Hypothetically on a fully controlled system you could prevent attacks like the sort of “hello this is Microsoft, we’ve identified a virus on your device, please download teamviewer and login to your bank account so we can clear it for you” type spam calls.
Or, hasn’t there been malware that periodically takes screenshots of the device? Or maybe that’s a Hollywood plot, I forget actually.
> hasn’t there been malware that periodically takes screenshots of the device?
Yeah, it's called Recall and its baked into Windows as a "feature."
It's unfortunate because it's actually incredibly useful functionality. If only they hadn't packaged and marketed it in quite the way they did. If there was ever a feature that needed to be guaranteed local only, zero third party integration, zero first party analytics, encryption tied to a TPM that was it.

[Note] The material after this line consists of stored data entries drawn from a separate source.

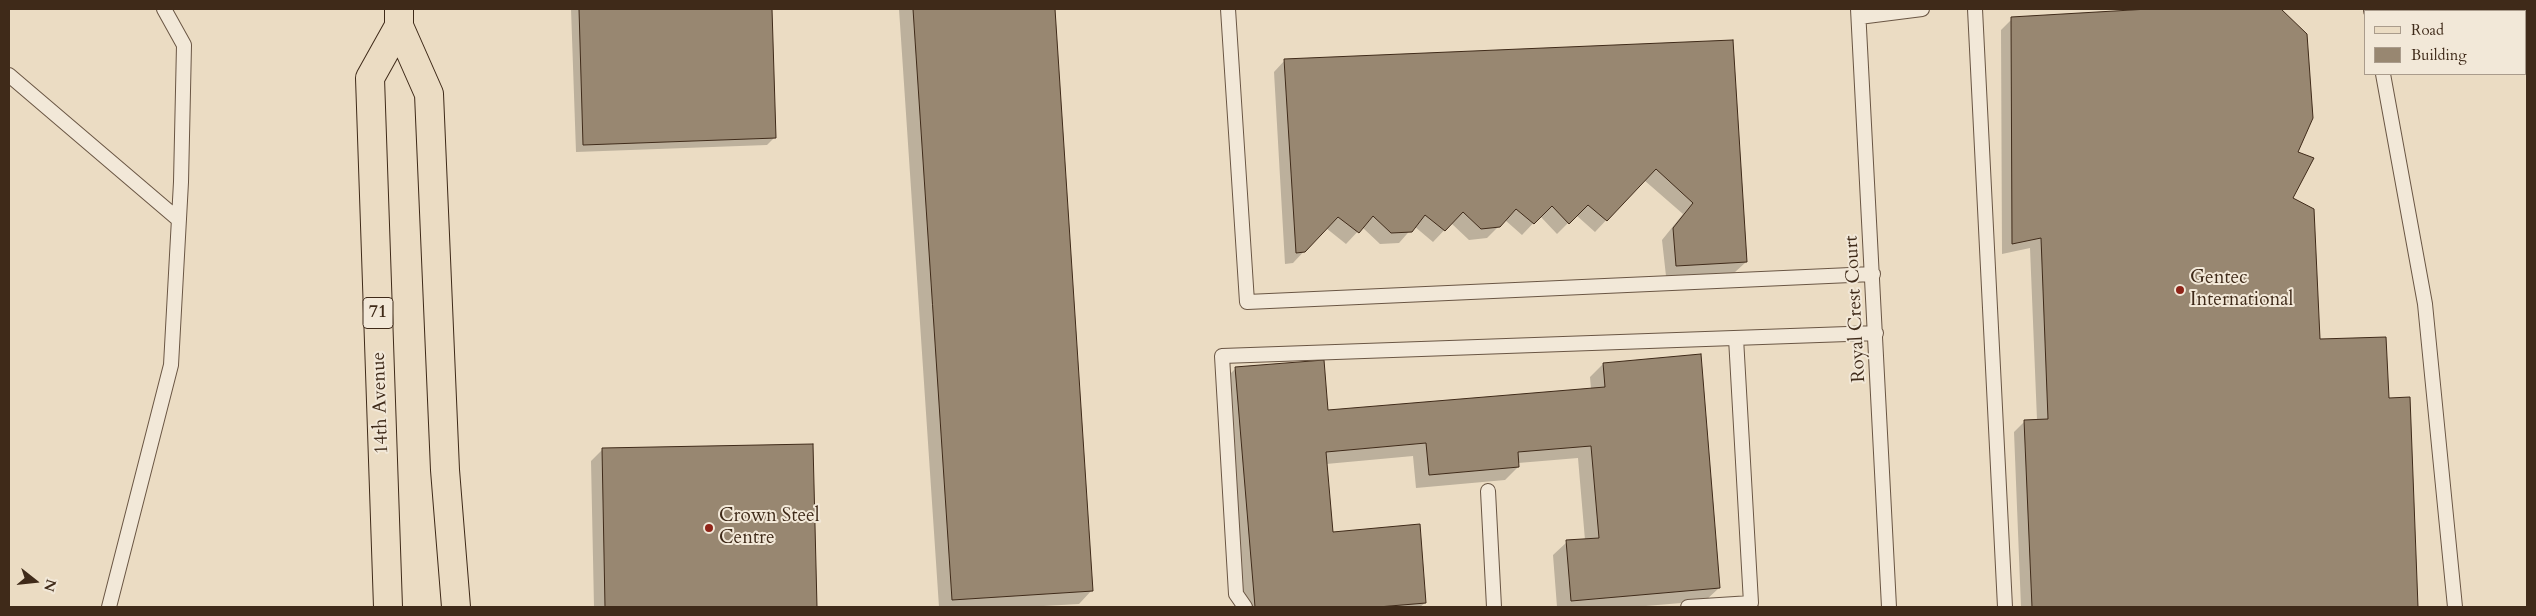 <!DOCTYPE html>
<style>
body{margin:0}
#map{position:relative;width:2536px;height:616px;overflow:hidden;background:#ebdcc3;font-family:Cardo,serif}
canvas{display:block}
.frame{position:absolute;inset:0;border:10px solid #3f2a19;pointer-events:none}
.legend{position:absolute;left:2364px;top:10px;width:162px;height:65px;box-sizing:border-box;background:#f2e8d8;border:1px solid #aa9c8c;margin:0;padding:6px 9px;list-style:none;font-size:15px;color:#3f2a19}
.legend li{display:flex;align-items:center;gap:10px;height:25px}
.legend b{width:25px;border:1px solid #aa9c8c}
.north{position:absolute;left:10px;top:556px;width:50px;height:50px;-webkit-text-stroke:4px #f2e8d8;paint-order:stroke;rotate:106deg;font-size:14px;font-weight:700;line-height:20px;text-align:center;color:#3f2a19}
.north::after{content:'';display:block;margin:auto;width:18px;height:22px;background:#3f2a19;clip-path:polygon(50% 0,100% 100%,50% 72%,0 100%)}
</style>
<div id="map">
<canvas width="2536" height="616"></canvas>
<div class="frame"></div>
<ul class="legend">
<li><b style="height:6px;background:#ebdcc3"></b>Road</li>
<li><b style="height:14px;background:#988771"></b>Building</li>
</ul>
<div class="north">N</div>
</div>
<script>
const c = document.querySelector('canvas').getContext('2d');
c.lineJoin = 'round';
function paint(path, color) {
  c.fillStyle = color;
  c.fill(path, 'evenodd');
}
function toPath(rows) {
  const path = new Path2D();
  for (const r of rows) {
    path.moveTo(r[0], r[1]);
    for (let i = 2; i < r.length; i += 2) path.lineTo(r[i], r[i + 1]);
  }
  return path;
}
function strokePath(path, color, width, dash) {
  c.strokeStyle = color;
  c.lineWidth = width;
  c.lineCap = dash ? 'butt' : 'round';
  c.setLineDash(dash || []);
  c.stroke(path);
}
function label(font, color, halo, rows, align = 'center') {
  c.font = font + ' Cardo,serif';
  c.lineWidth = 4;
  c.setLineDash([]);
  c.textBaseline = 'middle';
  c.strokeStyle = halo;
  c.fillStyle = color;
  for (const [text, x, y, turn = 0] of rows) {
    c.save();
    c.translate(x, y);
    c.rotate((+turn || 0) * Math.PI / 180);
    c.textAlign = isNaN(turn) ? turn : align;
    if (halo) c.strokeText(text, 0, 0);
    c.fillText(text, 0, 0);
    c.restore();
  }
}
const shadow = toPath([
 [571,9,771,9,775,137,767,145,576,152],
 [899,9,1054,9,1092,590,1079,604,1026,607,939,607],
 [2169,9,2279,9,2306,34,2291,199,2319,340,2388,399,2409,398,2417,607,2021,607,2014,432,2025,421,2037,420,2030,248,2002,254,2001,30,2012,19],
 [1732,41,1746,262,1734,273,1666,276,1662,240,1683,214,1644,180,1595,232,1576,215,1557,234,1540,216,1522,235,1505,220,1487,238,1469,240,1451,223,1433,242,1414,226,1399,243,1380,244,1362,227,1346,244,1326,228,1293,263,1285,264,1274,72,1285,60],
 [1603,364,1719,588,1705,601,1634,607,1557,607,1553,555,1567,542,1585,540,1578,458,1518,463,1518,467,1505,480,1416,488,1413,456,1326,464,1331,533,1425,603,1420,607,1241,607,1222,382,1236,368,1327,412,1591,389,1590,377],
 [812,445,816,607,594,607,591,461,602,450]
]);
const building = toPath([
 [579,9,772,9,776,138,583,145,579,9],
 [913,9,1055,9,1093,591,952,600,913,9],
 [2149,9,2281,9,2307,34,2313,118,2298,152,2314,158,2293,198,2314,209,2320,339,2386,337,2389,398,2410,397,2418,607,2032,607,2024,420,2048,419,2041,238,2012,244,2011,17,2149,9],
 [1733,40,1747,262,1676,266,1673,228,1693,203,1656,169,1607,221,1588,205,1569,224,1552,206,1534,224,1516,209,1500,227,1481,229,1463,212,1445,231,1425,215,1412,232,1391,233,1373,216,1359,233,1338,217,1305,252,1296,253,1284,59,1733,40],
 [1701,354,1720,588,1571,601,1566,540,1599,538,1591,446,1518,452,1519,467,1429,475,1426,443,1326,452,1333,532,1420,524,1426,603,1378,607,1255,607,1235,367,1324,360,1328,410,1605,387,1603,363,1701,354],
 [813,444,817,607,605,607,602,448,813,444]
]);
const lane = toPath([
 [1228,9,1247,302,1873,274],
 [1858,9,1889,607],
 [1975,9,2005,607],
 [2371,9,2371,11],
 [1859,17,1922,9],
 [2383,74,2425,304,2455,607],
 [9,75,179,220],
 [1488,491,1494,607],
 [109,607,171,365,181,182,184,45,164,9],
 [1245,607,1236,594,1222,356,1876,333],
 [1688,607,1751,603,1736,338]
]);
const primary = toPath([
 [399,9,399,26,429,94,445,470,456,607],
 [388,607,370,78,399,26]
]);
const rail = toPath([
 [2511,9,2512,11],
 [2525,64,2527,74]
]);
const markers = [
 [2180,290,5,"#8f2418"],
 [709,528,5,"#8f2418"]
];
const shields = [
 [378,313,30]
];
const shieldNames = [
 ["71",378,313]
];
const poiNames = [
 ["Gentec",2190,279],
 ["International",2190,301],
 ["Crown Steel",719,517],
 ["Centre",719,539]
];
const streetNames = [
 ["Royal Crest Court",1856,309,-93],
 ["14th Avenue",381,403,-92]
];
paint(shadow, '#0003');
paint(building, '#988771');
strokePath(building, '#3f2a19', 1);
strokePath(lane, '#6a5644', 16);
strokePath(primary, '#3f2a19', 30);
strokePath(lane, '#f2e8d8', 14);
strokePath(primary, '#ebdcc3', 28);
strokePath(rail, '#3f2a19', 4, [9, 9]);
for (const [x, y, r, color] of markers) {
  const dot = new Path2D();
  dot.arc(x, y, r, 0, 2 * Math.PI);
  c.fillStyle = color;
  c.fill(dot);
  strokePath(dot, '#f2e8d8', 2);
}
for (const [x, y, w] of shields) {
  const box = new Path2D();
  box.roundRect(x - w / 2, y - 15.5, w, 31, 4);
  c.fillStyle = '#f2e8d8';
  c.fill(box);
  strokePath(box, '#3f2a19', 1);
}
label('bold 18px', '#3f2a19', null, shieldNames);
label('19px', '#3f2a19', '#f2e8d8', poiNames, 'left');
label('19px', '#3f2a19', '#f2e8d8', streetNames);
</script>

Keep in mind that a truly clueless user will most likely be running in a stock configuration. So long as that doesn't permit apps to tamper with one another (as is currently the case) there should be no issue. Google could even provide a toggle to officially root the phone and so long as flipping it wiped the device the problem would remain 99.9% solved because a scammer would be unable to pull the job off in one go.

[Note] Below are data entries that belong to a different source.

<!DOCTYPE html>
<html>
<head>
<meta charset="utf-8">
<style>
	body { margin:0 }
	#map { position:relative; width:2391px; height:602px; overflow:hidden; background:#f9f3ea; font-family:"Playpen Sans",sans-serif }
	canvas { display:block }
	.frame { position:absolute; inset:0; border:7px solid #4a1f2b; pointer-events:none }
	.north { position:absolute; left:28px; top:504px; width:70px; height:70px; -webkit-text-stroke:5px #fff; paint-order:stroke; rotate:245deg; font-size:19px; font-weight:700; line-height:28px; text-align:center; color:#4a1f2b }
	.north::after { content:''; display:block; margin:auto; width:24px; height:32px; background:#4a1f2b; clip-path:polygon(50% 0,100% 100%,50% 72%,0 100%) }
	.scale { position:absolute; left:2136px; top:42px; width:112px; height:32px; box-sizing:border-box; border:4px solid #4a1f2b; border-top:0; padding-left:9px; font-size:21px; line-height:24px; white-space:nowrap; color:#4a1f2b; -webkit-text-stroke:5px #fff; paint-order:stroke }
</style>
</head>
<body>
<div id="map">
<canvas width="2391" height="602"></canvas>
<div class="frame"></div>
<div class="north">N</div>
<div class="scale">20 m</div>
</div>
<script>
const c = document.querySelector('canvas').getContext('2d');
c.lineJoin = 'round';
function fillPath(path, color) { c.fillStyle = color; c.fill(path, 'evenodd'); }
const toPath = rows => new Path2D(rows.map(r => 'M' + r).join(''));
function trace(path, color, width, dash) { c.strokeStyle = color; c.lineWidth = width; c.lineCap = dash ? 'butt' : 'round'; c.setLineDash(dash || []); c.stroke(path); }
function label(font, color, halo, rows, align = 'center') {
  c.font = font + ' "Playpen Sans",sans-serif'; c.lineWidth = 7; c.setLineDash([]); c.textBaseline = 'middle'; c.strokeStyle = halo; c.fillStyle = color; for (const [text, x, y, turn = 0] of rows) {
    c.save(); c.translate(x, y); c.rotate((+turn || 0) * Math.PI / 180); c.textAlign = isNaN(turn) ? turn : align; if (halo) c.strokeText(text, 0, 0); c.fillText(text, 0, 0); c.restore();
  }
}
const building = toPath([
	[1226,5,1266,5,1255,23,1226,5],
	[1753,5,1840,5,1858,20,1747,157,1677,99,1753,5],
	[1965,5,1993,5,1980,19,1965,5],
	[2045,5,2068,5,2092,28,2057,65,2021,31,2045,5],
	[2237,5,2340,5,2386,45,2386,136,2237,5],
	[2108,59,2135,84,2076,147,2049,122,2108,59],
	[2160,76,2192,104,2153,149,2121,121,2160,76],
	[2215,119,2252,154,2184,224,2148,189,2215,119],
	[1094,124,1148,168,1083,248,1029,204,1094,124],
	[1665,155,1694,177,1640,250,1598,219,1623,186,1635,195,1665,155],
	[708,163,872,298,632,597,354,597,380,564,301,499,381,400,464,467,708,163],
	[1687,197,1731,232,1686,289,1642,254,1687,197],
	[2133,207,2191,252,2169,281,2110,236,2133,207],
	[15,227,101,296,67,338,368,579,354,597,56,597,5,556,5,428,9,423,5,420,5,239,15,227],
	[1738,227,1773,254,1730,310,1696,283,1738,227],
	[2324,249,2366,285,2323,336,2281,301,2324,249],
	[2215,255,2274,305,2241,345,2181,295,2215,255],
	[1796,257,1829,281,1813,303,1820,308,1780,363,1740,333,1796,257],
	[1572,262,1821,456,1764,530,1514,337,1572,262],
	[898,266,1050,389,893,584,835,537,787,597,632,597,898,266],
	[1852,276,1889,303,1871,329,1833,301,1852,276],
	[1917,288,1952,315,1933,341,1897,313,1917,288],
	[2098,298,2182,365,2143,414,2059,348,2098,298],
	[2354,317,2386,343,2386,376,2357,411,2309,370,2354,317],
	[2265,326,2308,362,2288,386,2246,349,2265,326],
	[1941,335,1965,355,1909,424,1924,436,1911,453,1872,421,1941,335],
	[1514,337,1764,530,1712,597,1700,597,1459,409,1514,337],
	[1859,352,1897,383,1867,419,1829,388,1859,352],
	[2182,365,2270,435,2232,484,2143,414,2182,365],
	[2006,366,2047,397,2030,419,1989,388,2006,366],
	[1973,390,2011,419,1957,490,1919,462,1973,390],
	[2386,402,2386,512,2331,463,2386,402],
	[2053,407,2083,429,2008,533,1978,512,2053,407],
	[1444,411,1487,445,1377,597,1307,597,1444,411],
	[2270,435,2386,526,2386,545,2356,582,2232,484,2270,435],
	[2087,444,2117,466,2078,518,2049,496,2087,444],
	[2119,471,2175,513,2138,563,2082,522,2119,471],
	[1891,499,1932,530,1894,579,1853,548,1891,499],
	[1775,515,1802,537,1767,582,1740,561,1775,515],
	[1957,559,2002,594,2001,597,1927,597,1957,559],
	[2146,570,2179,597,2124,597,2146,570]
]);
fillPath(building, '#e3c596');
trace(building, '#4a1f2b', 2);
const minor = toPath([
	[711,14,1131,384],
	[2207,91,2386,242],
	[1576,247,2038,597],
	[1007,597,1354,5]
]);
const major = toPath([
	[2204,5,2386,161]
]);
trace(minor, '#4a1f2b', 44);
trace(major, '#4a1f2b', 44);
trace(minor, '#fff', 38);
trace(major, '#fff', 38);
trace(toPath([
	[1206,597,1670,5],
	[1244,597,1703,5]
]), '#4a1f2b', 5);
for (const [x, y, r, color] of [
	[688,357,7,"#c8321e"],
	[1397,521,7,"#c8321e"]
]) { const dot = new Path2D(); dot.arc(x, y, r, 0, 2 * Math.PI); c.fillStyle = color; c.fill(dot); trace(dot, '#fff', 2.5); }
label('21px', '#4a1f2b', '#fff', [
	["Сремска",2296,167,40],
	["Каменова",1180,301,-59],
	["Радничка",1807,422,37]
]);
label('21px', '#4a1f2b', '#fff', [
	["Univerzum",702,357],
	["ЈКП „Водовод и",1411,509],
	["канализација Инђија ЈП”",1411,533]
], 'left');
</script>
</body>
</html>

By the time you reach the point that the user is doggedly following harmful step by step instructions over the course of multiple callbacks there is nothing short of a padded cell that can protect him from himself.
Unless you mean to suggest somehow screening such calls? A local LLM? Literal wiretapping via realtime upload to the cloud? If facing such a route society would likely be better off institutionalizing anyone victimized in such a manner.